Mukavemetim zayıflayınca tamam ne diyorsan öyledir nasıl istersen öyle olsun gibi gibi ağzımın söylediği kulağımın duymadığı cümlelere başvuruyordum. Yine öyle yaptım olaysız dağıldık.

Olaysız atlatmam gereken bir müsabaka daha vardı oda aile evimde beni bekliyordu.

Akşam kalabalığında ki tıklım tıklım, balık, ter, yorgun insan gözleri kokan minibüste anneme babama kuracağım cümleleri tasarlıyordum.

Cümlelerim Diyarbakır surları kadar ihtişamlı ve etkileyici, Hevsel bahçeleri kadar yemyeşil umut vadetmeliydi.

Evleniyordum mutlu huzurlu hissetmem gerekirdi…

Oysa bir elimdeki süngü ile düğün masraflarına diğer elimdeki süngü ile hiç ortak noktası olmayan ailelerle baş etmeye çabalıyordum.

İçeri girdiğimde evin havası benim yüreğim gibi oksijensizdi.

Babam yarım ağızla hoş geldin dedi. Annem nezaket faslını atlayıp “oğlumun düğününde Kürtçe şarkı çalmazsa gelmem” dedi.

Babam; çalarız çalmasına da gelin tarafı bozulabilir, itiraz edebilir ahh be oğlum kendi kültüründen birini alacaktın.

Ben her dilden şarkı çalarız sorun olmaz dedim. O zaman mevlit de okutalım dedi babam…

Düğün gelen takıları masraflara harcarız para işine canına sıkma dedi annem.

Düğünde gelen takılar geline takılıyor ona ne diyeceğiz diyemedim.

Aklımın arkasına savuşturduğum sorunlardan dağ olurdu.
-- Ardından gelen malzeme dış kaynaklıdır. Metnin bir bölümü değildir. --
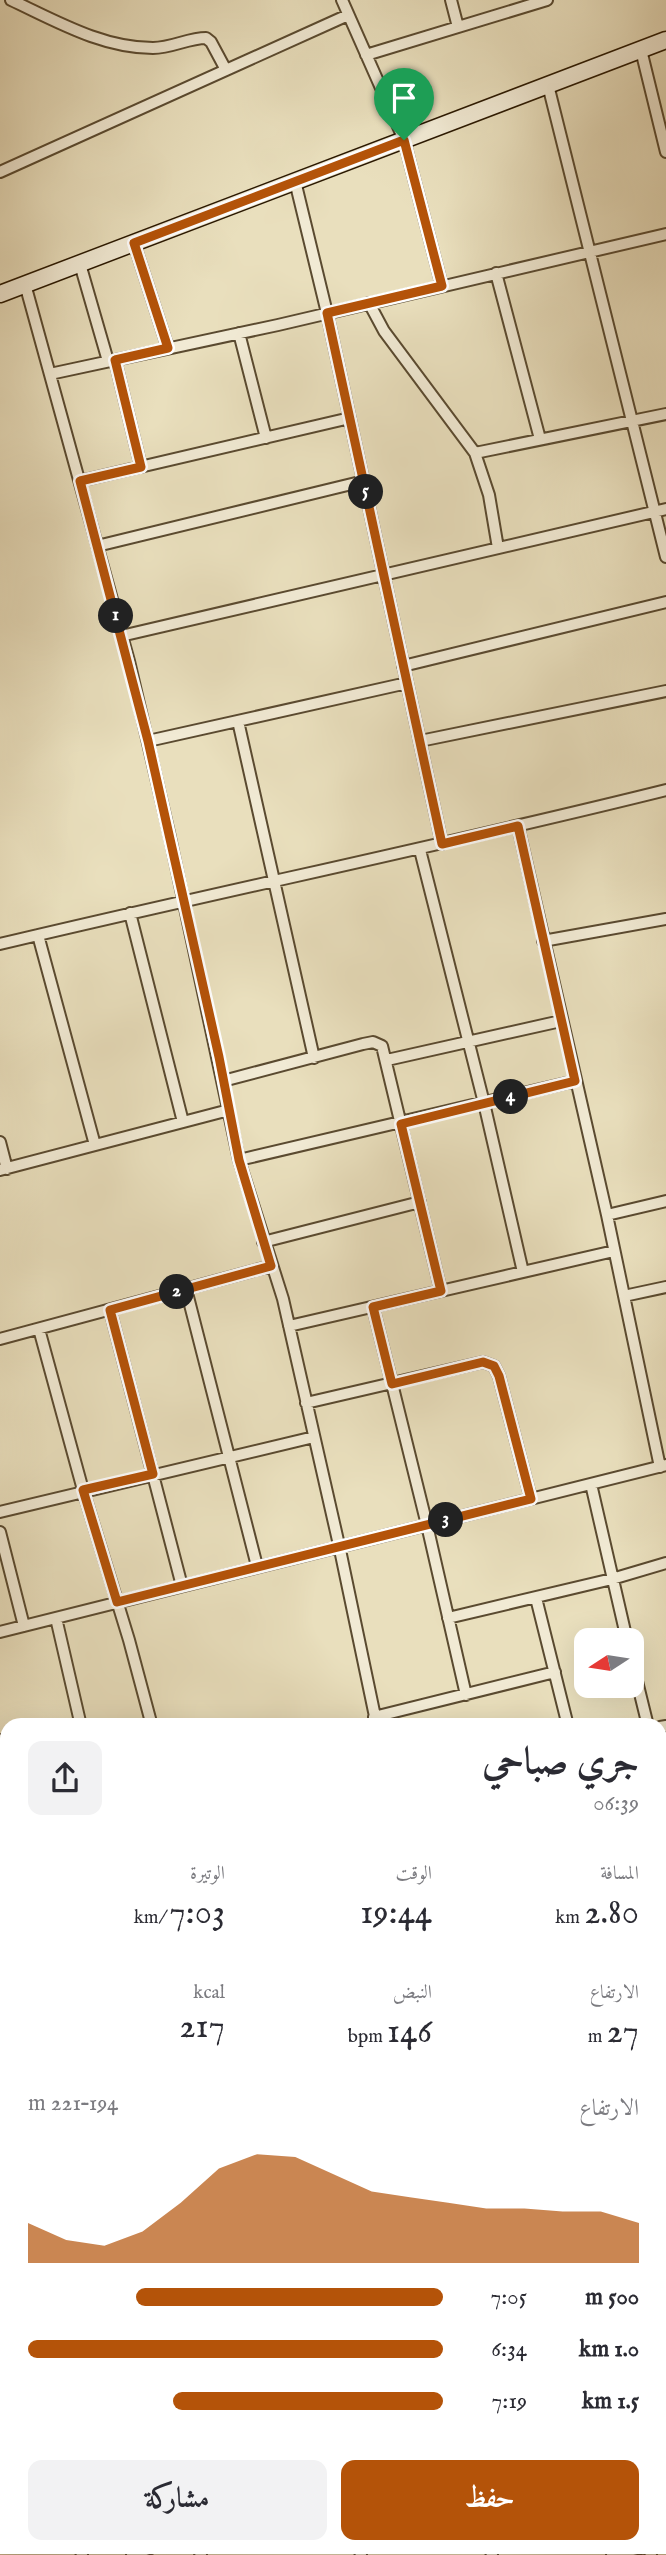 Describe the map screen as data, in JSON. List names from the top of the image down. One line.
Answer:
{"north":"left","page":{"pins":["5","1","4","2","3"],"heading":["جري صباحي","06:39"],"stats":[["المسافة","2.80 km"],["الوقت","19:44"],["الوتيرة","7:03 /km"],["الارتفاع","27 m"],["النبض","146 bpm"],["kcal","217"]],"chart":["الارتفاع","194–221 m"],"list":[{"name":"500 m","note":"7:05"},{"name":"1.0 km","note":"6:34"},{"name":"1.5 km","note":"7:19"}],"buttons":["حفظ","مشاركة"]}} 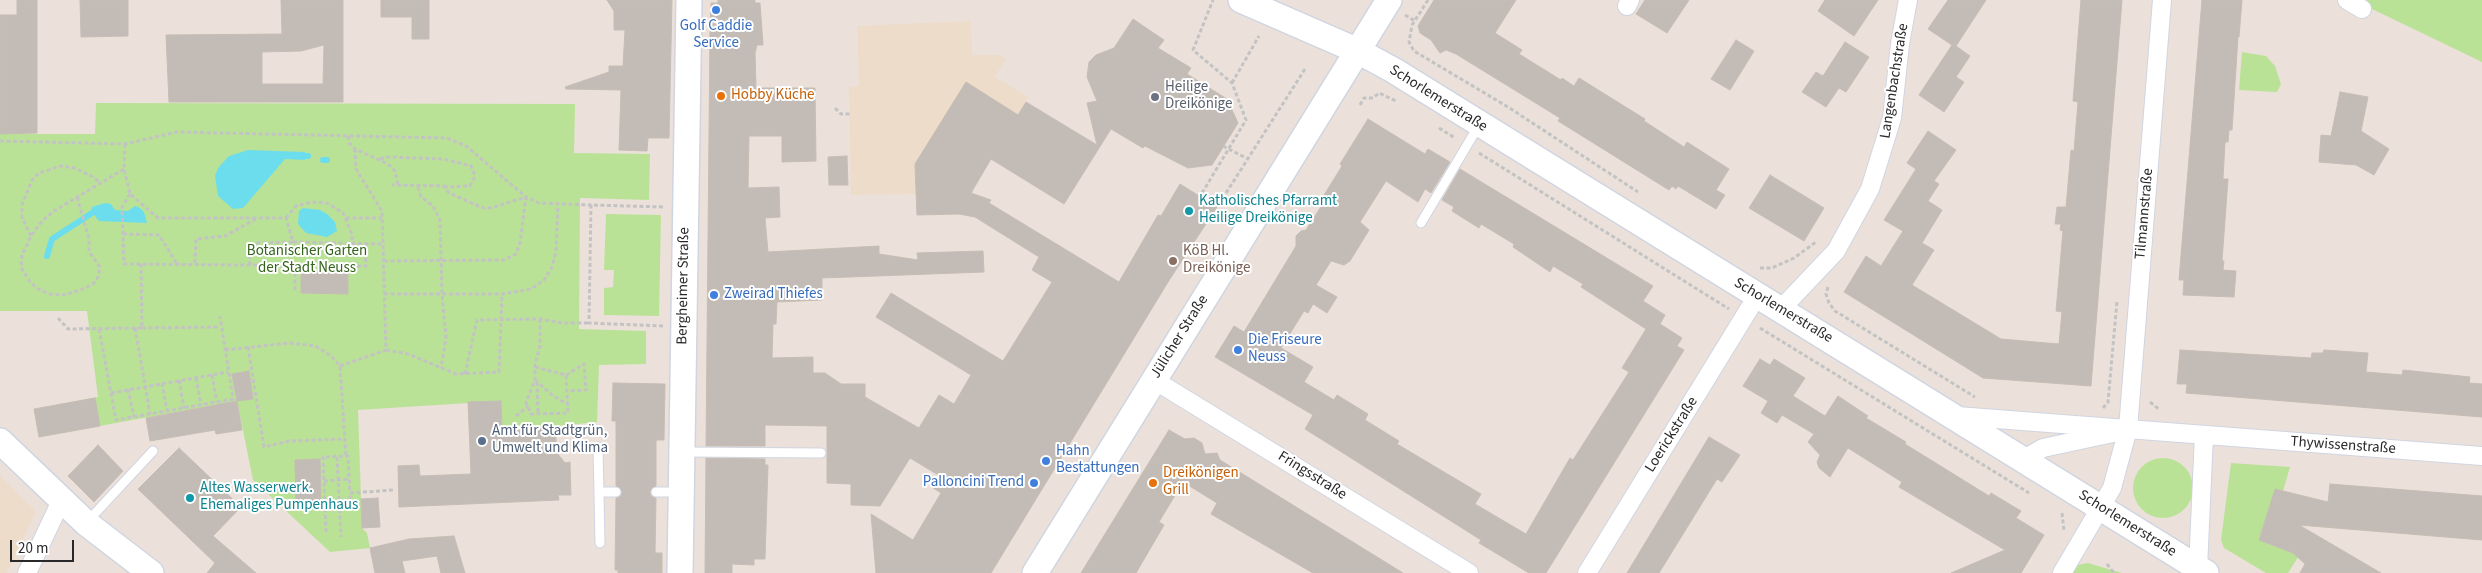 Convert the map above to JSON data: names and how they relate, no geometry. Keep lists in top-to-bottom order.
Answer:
{
  "streets": {
    "main road": ["Schorlemerstraße", "Bergheimer Straße", "Jülicher Straße"],
    "street": [
      "Langenbachstraße",
      "Tilmannstraße",
      "Loerickstraße",
      "Thywissenstraße",
      "Fringsstraße"
    ]
  },
  "crossings": [
    ["Langenbachstraße", "Schorlemerstraße"],
    ["Schorlemerstraße", "Tilmannstraße"],
    ["Schorlemerstraße", "Jülicher Straße"],
    ["Schorlemerstraße", "Loerickstraße"],
    ["Schorlemerstraße", "Thywissenstraße"],
    ["Tilmannstraße", "Thywissenstraße"],
    ["Jülicher Straße", "Fringsstraße"]
  ],
  "parks": ["Botanischer Garten der Stadt Neuss"],
  "places": [
    "Golf Caddie Service",
    "Hobby Küche",
    "Heilige Dreikönige",
    "Katholisches Pfarramt Heilige Dreikönige",
    "KöB Hl. Dreikönige",
    "Zweirad Thiefes",
    "Die Friseure Neuss",
    "Amt für Stadtgrün, Umwelt und Klima",
    "Hahn Bestattungen",
    "Palloncini Trend",
    "Dreikönigen Grill",
    "Altes Wasserwerk. Ehemaliges Pumpenhaus"
  ],
  "scale_bar": "20 m"
} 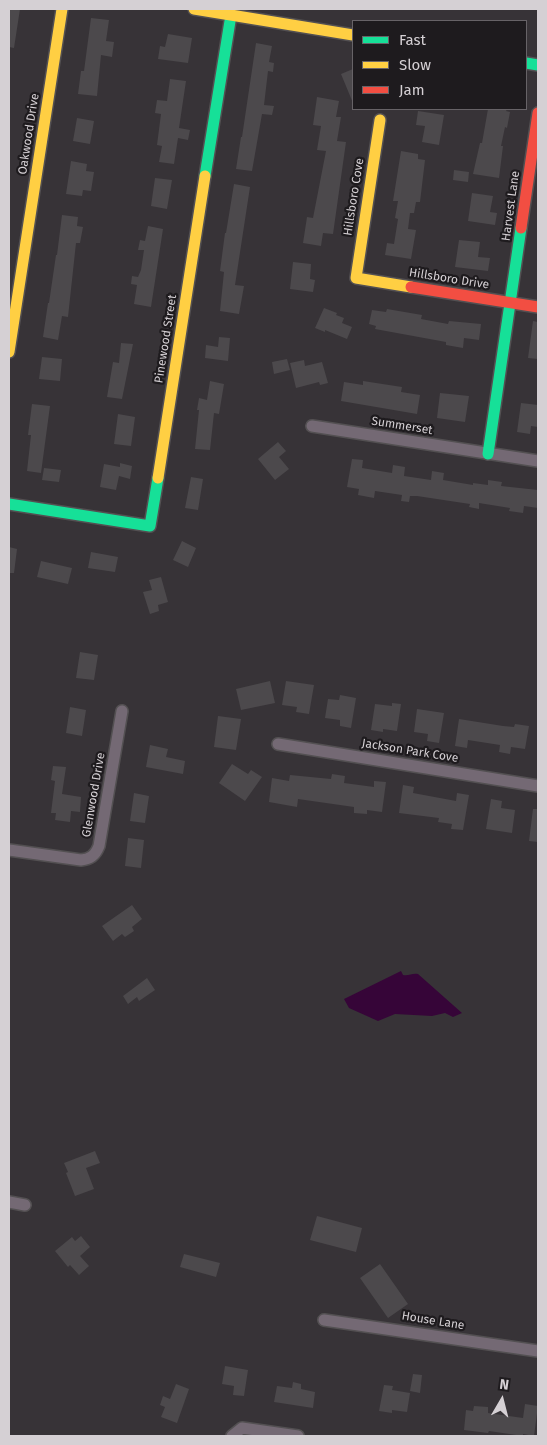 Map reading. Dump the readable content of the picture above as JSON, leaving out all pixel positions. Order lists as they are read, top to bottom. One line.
{"streets":{"street":["Oakwood Drive","Hillsboro Cove","Harvest Lane","Hillsboro Drive","Pinewood Street","Summerset","Jackson Park Cove","Glenwood Drive","House Lane"]},"crossings":[["Hillsboro Cove","Hillsboro Drive"],["Harvest Lane","Hillsboro Drive"]],"legend":["Fast","Slow","Jam"],"north":"top"} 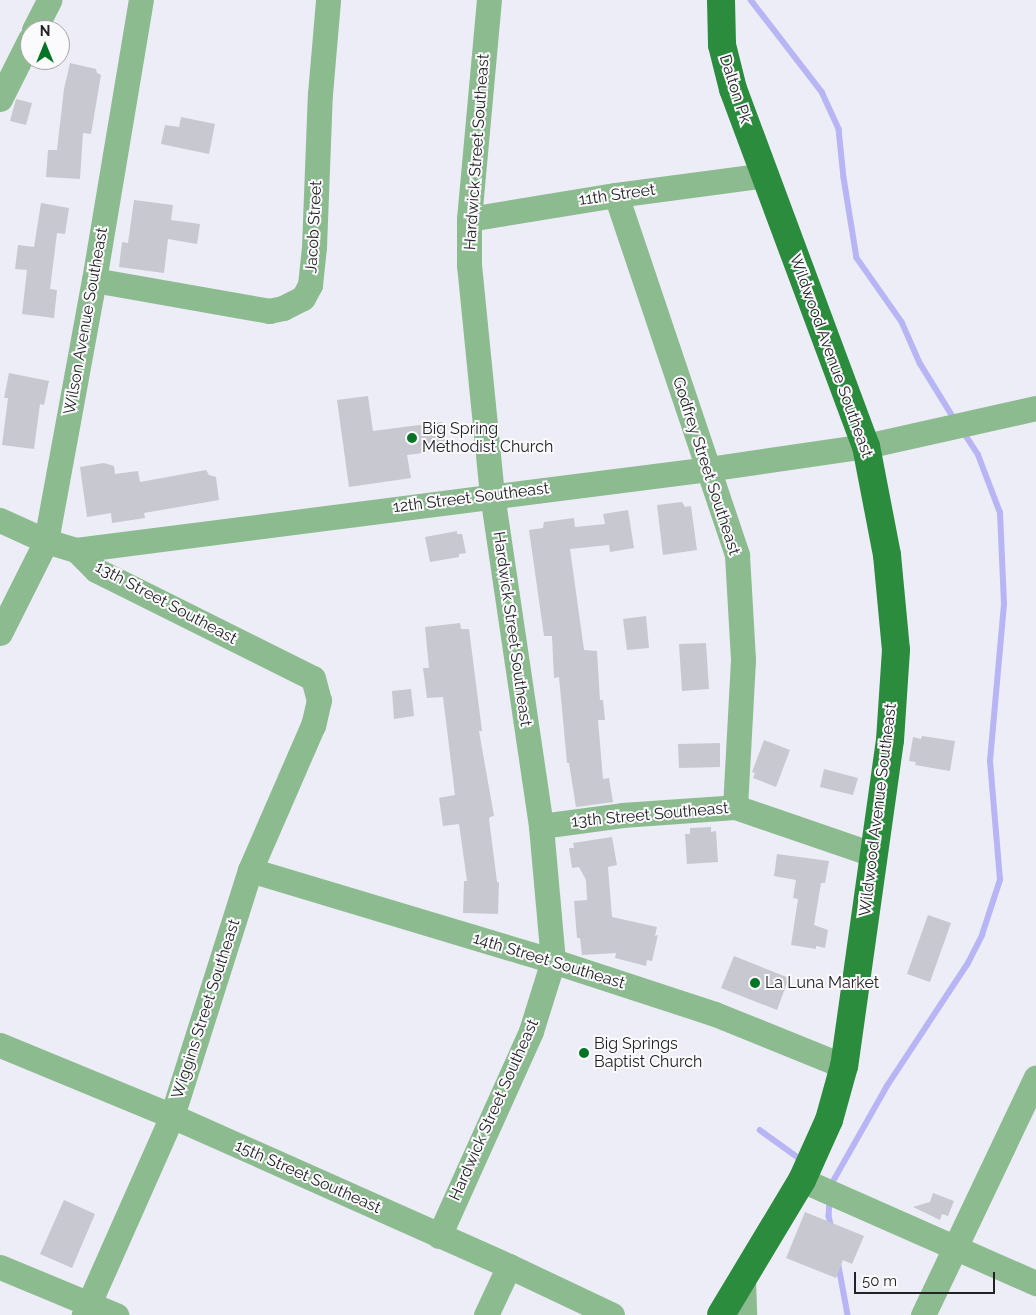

“Dayınlar faşistlerle aynı tarafta oturmayalım bari” diye söylenip duruyorlar…

_Yahu faşist olduklarını nerden çıkardınız…

Dünya kurulalı bu kadar kavram denizinde boğulmamıştı. İnsanlar bu kadar renklere ayrılmamıştı. Bunu şimdi daha iyi görebiliyordum.

Ben bu kadar uç noktalarda, renkleri farklı insanı bir araya getirmekle hatamı yapıyordum.

Eşi dostu akrabayı bir kenara bırak gönlümün sultanıyla bizde farklıydık.

Kimselere tepeden bakamıyordum ben, serde ‘kurre’lik yoktu.

O kendi ayarında olmayanları rahatlıkla görmezden gelip yokmuşlar gibi davranabiliyordu.

Ben minimalist yaşıyordum, bundan sonra da öyle devam etmek istiyordum,

Ama yol evliliğe çıkınca onun her manada gürültülü, parlak, lirik bir hayatı benimsediğini gördüm.

Aklım minik cılız bir sesle fısıldıyordu bunu, ama duymak işime gelmiyordu.

Komünist dayımı, hacı babamı, çelik inatlı nişanlımı ikna etmiş adamdım kendimi mi ikna edemeyecektim.